News und fundamentale Situation

Der erste interessante Tag der Berichtssaison ist gestern durchwachsen zu Ende gegangen. Während JP Morgen und Citigroup die niedrigen Erwartungen übertroffen haben, sah es dagegen bei Wells Fargo gar nicht gut aus. Wells Fargo hat demnach das erste Mal seit 2008 einen Verlust ausgewiesen. Außerdem haben Gazprom und Delta Airlines eher mittelprächtige Daten vorgelegt. Bei den ZEW-Konjunkturerwartungen (Jun) gab es zudem einen kleinen Rückschlag – hier nachzulesen.

Heute öffnet United Health das Schwergewicht aus dem Dow die Bücher. Außerdem legen Goldman Sachs, eBay und ASML Holdings Zahlen vor. Im Gegensatz dazu stehen nur wenige Konjunkturdaten auf der Agenda. Für alle Freunde des Öls werden um 16:30 Uhr die US-Rohöllagerbestände veröffentlicht.

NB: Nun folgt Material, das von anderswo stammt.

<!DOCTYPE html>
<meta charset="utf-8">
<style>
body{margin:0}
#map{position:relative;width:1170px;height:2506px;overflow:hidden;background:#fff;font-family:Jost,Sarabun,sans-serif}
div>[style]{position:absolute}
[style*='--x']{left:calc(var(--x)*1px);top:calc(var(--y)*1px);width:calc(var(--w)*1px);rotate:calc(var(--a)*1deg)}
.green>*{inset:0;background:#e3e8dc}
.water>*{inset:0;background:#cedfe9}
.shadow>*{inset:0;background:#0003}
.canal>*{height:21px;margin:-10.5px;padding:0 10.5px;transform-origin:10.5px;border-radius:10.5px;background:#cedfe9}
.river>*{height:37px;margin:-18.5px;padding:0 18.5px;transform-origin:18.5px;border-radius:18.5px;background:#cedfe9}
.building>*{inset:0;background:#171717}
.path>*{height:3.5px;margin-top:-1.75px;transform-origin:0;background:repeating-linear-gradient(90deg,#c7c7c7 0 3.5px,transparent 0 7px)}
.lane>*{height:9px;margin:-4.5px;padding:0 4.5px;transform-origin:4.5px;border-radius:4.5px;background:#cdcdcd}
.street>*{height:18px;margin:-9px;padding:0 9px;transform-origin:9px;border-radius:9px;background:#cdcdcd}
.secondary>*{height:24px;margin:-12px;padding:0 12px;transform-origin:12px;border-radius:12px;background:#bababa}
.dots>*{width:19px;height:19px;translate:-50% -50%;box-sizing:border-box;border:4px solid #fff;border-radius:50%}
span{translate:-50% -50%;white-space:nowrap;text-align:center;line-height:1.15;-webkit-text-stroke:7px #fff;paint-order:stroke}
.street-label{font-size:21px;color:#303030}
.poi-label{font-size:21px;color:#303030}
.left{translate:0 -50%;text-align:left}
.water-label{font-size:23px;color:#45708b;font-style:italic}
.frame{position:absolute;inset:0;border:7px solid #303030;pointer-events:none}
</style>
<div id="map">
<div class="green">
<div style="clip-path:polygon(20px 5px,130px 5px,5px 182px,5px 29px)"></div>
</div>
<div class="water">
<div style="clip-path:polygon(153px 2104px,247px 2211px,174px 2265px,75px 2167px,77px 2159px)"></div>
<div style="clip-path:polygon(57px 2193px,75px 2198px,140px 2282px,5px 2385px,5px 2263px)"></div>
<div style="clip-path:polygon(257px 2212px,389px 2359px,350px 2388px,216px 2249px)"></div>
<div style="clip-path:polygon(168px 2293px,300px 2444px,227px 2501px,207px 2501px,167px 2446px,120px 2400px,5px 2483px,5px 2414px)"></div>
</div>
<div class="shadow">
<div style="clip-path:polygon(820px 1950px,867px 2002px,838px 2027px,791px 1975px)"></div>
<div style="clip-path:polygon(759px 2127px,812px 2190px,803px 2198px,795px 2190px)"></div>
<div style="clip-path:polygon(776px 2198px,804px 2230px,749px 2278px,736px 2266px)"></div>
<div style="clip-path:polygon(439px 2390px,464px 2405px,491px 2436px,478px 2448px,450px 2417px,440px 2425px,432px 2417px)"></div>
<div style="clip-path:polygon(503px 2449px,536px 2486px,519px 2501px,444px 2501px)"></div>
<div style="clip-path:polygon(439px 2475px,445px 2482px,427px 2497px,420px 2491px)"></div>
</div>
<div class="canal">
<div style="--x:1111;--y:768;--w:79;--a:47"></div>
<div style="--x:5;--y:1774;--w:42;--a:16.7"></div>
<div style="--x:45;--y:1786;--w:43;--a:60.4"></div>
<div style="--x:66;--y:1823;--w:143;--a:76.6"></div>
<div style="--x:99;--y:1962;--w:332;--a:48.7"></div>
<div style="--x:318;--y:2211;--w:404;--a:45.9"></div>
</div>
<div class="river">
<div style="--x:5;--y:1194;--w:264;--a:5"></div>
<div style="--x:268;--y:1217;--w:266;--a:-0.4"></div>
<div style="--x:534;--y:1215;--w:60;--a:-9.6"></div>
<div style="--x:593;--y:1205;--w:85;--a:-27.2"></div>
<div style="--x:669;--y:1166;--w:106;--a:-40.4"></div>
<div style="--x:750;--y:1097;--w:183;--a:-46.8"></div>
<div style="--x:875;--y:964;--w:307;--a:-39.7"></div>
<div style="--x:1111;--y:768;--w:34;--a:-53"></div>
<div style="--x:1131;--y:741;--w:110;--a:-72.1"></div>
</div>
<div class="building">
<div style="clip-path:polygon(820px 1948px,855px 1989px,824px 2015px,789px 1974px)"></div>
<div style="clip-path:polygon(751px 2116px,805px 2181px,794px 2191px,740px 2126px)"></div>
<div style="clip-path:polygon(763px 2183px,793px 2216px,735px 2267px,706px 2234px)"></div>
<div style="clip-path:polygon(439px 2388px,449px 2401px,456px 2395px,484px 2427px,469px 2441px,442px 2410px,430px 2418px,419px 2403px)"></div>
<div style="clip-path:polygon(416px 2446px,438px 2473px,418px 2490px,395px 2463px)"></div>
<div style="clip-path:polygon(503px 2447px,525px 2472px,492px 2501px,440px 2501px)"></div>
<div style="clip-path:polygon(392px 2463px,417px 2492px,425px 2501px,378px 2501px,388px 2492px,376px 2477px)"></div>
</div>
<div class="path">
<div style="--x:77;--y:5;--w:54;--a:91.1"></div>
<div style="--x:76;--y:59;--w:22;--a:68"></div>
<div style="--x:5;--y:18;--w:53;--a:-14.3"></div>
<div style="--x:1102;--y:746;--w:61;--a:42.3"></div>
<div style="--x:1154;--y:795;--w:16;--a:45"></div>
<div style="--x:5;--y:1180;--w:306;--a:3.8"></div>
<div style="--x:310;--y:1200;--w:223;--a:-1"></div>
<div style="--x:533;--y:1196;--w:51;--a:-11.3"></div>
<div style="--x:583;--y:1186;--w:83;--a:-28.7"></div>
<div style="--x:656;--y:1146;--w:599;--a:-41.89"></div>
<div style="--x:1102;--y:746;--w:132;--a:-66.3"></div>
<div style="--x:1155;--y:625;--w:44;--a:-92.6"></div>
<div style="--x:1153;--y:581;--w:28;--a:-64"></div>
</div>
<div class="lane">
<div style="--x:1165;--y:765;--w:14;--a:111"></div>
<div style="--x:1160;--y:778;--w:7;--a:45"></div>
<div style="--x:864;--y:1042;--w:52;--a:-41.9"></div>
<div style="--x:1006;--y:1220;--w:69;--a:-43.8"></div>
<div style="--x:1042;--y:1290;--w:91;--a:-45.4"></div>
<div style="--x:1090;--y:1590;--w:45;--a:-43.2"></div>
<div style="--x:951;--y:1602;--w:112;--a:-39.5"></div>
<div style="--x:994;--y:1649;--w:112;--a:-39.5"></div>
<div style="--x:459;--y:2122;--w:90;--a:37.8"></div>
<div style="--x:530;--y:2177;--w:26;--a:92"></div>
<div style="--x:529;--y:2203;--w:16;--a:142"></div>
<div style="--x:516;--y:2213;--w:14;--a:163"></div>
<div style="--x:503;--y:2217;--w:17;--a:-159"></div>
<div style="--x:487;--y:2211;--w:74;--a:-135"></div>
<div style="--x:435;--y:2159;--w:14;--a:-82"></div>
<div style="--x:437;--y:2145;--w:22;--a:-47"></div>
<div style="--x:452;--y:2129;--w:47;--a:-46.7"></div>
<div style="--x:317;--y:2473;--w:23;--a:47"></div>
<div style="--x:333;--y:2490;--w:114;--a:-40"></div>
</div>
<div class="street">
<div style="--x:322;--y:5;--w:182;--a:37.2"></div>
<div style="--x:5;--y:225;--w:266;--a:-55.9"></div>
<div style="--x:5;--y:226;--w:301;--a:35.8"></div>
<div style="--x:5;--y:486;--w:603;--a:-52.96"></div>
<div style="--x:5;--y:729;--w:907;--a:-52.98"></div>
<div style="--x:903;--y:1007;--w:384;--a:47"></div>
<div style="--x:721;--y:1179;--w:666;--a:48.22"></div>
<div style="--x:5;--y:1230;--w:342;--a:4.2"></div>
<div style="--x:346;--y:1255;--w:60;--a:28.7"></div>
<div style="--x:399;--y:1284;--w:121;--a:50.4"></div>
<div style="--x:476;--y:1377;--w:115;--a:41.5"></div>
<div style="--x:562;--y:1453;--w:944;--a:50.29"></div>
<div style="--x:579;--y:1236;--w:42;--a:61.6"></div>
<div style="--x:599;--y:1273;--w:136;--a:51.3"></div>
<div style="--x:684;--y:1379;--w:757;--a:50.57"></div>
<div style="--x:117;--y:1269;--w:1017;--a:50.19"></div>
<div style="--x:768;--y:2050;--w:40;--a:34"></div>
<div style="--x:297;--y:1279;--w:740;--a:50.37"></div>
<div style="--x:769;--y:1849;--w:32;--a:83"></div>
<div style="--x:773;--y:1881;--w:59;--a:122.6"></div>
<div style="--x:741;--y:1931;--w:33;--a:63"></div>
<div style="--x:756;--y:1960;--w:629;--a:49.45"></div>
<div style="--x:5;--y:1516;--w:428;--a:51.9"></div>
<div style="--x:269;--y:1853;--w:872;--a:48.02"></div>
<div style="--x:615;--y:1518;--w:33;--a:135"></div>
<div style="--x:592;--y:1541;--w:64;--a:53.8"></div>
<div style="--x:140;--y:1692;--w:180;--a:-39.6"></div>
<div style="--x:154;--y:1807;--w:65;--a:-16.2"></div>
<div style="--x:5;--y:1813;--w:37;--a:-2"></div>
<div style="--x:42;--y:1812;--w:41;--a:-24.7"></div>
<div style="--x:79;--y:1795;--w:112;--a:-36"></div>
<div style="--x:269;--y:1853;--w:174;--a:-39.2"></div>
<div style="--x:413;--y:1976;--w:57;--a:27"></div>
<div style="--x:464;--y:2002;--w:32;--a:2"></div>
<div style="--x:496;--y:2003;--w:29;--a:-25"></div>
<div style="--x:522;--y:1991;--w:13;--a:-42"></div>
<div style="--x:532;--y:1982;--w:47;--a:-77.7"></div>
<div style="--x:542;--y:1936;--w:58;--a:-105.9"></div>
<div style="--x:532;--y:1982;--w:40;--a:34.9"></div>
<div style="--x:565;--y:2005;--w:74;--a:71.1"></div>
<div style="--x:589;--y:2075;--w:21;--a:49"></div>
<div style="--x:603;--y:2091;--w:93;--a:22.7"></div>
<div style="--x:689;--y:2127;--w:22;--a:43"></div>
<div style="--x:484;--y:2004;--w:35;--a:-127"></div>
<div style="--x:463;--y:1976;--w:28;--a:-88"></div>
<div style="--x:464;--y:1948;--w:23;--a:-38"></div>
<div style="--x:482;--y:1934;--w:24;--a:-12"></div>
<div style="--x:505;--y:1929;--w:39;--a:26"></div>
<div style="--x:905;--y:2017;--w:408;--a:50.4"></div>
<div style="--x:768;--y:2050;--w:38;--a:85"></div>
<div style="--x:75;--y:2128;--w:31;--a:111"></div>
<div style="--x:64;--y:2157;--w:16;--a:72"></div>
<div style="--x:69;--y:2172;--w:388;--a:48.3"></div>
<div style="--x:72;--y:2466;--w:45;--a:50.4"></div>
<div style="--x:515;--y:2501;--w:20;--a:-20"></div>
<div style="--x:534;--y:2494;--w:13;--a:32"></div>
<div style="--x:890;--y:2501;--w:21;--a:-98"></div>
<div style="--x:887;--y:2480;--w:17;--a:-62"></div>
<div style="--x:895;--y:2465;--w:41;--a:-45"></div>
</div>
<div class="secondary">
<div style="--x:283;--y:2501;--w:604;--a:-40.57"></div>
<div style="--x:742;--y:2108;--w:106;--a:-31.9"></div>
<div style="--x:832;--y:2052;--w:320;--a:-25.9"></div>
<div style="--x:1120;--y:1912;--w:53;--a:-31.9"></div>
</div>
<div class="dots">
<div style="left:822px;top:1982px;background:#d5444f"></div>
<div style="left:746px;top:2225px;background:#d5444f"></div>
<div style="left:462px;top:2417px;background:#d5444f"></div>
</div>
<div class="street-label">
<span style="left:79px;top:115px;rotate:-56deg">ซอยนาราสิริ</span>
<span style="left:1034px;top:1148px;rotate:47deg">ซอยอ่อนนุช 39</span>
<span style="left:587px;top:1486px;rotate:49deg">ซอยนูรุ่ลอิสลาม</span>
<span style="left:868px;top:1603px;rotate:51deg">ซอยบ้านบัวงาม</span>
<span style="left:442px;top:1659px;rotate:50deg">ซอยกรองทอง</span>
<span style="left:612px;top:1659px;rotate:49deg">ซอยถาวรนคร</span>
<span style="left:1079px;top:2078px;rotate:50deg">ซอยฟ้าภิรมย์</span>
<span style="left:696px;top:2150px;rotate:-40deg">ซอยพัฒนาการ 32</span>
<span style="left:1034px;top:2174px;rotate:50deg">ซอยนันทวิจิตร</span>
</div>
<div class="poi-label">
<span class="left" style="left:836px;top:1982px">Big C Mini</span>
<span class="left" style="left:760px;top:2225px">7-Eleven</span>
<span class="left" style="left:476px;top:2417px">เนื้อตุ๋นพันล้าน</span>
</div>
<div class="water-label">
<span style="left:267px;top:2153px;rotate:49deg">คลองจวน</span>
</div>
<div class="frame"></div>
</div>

Die wichtigen Marken für den Handelstag im Dax

Der heutige Handelstag startet mit einem Aufwärts-Gap. Der Dax handelt eine Dreiviertelstunde vor Eröffnung bereits bei 12.835. Damit hat er eine gute Chance die Oberseite der Range zu testen. Kann er das hohe Niveau bei der Eröffnung halten, dann wäre das erste Ziel das Juni-Hoch bei 12.913. Diesen Bereich muss er überwinden, ansonsten droht hier ein Doppeltop. Darüber liegen dann noch die 12.930, 12.961 und die runde Marke bei 13.000. Im ersten Anlauf könnte es für den Dax schwierig werden, diese Marke zu brechen. Schafft er es dennoch, dann liegt der nächste Widerstand an der 13.100.

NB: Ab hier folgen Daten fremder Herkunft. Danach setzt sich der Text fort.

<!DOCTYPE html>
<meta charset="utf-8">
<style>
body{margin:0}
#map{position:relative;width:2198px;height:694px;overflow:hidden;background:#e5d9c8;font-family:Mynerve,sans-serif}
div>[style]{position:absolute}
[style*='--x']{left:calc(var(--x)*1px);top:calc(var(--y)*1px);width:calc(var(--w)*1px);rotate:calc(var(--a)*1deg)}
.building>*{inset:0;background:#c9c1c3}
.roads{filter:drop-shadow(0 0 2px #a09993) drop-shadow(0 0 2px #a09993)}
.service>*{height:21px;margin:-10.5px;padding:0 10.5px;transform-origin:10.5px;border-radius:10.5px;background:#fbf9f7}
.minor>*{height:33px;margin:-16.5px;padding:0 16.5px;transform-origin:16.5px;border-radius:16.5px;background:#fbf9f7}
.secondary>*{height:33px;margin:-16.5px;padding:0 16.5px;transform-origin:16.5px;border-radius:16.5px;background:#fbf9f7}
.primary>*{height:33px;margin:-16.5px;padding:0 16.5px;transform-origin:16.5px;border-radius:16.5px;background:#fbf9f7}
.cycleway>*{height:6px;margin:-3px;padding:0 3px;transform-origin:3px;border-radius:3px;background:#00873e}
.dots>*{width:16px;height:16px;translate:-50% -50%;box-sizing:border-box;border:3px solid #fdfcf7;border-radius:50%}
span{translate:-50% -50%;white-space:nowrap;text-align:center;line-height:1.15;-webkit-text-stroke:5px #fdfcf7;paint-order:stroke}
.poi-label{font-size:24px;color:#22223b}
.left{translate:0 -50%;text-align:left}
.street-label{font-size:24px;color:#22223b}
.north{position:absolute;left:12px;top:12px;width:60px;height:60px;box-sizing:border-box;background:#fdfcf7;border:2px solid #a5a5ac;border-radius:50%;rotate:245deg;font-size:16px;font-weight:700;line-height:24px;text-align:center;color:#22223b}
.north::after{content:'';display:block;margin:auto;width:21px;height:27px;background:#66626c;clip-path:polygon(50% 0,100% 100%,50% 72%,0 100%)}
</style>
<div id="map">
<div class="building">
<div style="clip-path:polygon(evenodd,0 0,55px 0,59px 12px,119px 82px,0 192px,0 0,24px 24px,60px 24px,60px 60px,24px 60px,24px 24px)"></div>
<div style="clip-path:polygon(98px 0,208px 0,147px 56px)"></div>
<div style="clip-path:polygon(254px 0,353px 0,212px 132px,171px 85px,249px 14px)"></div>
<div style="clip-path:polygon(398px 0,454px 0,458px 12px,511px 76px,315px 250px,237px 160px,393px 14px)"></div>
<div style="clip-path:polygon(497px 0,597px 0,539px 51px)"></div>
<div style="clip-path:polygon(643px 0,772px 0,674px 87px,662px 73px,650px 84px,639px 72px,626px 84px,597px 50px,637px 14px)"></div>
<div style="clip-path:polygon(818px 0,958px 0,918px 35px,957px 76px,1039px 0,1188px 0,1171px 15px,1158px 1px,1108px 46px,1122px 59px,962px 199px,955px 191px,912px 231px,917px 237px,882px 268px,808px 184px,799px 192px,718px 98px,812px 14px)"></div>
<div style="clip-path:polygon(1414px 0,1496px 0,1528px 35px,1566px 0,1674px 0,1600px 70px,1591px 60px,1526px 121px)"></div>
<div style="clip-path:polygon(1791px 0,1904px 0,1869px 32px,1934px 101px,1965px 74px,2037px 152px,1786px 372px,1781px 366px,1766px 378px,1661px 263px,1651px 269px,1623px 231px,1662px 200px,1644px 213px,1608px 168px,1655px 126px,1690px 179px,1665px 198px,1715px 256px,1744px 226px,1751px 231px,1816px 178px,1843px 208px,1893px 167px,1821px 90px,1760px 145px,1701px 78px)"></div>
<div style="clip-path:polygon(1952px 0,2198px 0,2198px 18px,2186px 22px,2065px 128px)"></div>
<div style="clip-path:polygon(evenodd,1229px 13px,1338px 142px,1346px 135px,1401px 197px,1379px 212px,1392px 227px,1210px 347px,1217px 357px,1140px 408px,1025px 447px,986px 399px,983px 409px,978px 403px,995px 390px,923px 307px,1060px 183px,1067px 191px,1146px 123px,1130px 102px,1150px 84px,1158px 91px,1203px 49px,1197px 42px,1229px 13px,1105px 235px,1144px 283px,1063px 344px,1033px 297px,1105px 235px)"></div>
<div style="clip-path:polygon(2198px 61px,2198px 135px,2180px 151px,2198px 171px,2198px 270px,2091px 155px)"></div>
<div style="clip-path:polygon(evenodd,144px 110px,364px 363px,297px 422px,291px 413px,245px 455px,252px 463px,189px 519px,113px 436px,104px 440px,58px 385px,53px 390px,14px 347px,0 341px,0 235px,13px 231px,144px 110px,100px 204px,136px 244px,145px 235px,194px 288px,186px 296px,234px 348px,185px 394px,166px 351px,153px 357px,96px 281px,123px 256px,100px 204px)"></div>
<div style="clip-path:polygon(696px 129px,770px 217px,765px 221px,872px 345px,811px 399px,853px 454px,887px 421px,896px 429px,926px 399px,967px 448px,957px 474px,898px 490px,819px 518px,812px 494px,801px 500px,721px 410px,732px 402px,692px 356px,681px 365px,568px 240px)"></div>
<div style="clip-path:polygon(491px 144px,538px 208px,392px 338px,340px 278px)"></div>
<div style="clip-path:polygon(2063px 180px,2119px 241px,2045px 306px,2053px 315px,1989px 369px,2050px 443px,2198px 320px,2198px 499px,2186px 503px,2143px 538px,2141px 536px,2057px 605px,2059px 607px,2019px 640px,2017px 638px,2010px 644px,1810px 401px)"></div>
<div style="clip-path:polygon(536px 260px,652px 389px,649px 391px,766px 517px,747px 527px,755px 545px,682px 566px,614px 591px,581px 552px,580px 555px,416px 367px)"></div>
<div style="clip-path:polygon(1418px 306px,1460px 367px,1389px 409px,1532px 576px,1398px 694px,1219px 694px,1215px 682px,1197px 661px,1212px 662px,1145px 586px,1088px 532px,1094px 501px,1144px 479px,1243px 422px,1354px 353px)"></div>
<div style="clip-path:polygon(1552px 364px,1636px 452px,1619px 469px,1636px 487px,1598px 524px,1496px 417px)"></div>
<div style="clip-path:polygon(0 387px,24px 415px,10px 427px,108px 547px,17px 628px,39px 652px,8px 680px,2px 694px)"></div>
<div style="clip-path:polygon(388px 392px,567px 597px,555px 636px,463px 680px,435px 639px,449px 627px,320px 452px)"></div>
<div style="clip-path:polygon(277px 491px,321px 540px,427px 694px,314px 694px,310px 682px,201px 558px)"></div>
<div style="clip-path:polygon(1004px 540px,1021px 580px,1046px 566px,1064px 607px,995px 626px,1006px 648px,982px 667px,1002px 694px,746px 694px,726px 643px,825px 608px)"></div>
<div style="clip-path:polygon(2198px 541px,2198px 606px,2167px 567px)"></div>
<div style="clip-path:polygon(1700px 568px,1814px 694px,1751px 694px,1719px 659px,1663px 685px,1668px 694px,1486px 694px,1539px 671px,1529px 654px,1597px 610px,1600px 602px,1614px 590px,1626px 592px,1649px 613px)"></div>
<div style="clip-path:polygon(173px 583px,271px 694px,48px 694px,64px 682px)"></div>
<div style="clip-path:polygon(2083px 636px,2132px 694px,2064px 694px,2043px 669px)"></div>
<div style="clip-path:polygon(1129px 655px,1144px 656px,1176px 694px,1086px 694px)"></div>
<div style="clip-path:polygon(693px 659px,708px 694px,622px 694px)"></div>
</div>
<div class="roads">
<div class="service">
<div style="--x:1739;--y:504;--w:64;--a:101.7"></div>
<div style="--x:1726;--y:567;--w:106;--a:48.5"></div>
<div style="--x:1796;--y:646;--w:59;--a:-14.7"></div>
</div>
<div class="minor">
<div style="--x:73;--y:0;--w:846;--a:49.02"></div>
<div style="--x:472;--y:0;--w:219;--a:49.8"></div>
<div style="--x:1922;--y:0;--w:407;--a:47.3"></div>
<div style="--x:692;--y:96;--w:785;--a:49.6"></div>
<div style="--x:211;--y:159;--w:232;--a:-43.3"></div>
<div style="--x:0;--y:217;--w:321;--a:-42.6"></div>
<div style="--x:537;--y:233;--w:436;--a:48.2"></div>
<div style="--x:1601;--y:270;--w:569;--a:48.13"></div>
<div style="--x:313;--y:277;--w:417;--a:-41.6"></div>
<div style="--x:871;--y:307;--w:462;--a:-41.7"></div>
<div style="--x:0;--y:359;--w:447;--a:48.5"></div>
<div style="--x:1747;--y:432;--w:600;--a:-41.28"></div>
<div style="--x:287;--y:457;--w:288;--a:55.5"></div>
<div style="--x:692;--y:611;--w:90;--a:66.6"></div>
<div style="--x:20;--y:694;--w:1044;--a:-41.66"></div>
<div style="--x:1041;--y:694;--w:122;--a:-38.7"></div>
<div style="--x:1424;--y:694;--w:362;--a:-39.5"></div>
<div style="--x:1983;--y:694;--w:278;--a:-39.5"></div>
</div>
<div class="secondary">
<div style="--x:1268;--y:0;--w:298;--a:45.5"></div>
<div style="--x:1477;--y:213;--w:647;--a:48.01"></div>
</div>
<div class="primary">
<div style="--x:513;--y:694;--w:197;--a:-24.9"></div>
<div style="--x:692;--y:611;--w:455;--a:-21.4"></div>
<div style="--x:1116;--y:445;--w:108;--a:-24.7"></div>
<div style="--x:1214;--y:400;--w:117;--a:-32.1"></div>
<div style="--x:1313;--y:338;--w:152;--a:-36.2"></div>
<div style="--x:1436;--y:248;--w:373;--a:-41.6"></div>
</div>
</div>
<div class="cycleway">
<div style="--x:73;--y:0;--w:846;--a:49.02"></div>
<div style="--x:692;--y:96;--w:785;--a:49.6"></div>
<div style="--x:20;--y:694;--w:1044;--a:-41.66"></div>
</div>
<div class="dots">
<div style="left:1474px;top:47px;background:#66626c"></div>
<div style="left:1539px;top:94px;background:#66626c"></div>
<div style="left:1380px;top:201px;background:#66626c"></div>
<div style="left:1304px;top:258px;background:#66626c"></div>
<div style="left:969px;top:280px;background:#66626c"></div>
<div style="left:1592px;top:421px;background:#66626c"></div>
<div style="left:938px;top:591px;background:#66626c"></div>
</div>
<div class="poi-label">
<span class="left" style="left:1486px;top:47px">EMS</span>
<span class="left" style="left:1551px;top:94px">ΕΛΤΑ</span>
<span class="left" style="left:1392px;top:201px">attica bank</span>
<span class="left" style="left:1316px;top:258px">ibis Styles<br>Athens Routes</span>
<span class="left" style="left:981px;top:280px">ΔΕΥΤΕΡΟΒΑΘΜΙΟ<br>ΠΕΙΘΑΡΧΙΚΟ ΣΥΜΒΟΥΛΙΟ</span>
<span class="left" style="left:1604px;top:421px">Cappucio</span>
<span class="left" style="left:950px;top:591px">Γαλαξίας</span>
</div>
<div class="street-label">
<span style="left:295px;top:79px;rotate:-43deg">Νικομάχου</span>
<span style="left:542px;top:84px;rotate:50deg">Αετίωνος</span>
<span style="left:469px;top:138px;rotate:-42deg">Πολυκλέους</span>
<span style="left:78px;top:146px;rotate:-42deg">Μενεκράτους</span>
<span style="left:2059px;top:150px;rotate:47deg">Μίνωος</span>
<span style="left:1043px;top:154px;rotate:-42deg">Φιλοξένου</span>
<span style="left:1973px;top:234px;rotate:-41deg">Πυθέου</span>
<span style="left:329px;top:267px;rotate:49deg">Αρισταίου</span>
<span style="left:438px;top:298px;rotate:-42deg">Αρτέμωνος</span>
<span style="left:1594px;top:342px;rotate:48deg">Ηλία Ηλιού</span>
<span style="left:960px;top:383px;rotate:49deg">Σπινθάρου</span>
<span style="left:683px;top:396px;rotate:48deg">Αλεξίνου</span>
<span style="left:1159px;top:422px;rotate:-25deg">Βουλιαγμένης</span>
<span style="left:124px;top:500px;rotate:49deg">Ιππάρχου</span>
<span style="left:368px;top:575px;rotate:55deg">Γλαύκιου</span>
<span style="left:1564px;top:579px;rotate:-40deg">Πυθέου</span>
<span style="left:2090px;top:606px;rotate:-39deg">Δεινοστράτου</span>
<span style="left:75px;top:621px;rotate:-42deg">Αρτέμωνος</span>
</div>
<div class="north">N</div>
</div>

Zeigt der Dax bei der Eröffnung schwäche, dann liegt die erste Unterstützung an der 12.800. Danach folgt der Bereich an der 12.745. Unterschreitet der Dax auch diese, dann folgen weitere Unterstützungen bei der 12.693 (Pivot Punkt) und der 12.660. Hier könnte der Dax wieder die Aufwärtsrichtung aufnehmen. Ansonsten geht es runter bis auf die 12.590 und in Richtung des Tagestiefs bei 12.535.

Dax Unterstützungen (US):

12.800 – vormals Widerstand

12.745 – 61,8 % Retracement

12.693 – Pivot Punkt

12.590 – 30-Minutenchart

12.535 – Tagestief 14.7.

12.488 – 76,4 % Erholung

Dax Widerstände (WS):

12.858 – Pivot Punkt R1

12.913 – Juni-Hoch

12.930 – außerbörsliches hoch

12.961 – Pivot Punkt R2

13.000 – psychologische Marke

13.100 – 161,8 % Extension

Disclaimer

Die hier angewandte technische Analyse stellt keine Anlageberatung dar. Es handelt sich auch nicht um Kauf- oder Verkaufsempfehlungen von Wertpapieren und sonstigen Finanzinstrumenten. Die Wertentwicklung der Vergangenheit bietet keine Gewähr für künftige Ergebnisse. Die bereitgestellten Analysen sind ausschließlich zur Information bestimmt und können eine individuelle Anlageberatung nicht ersetzen. Eine Haftung für mittelbare und unmittelbare Folgen aus diesen Vorschlägen ist somit ausgeschlossen.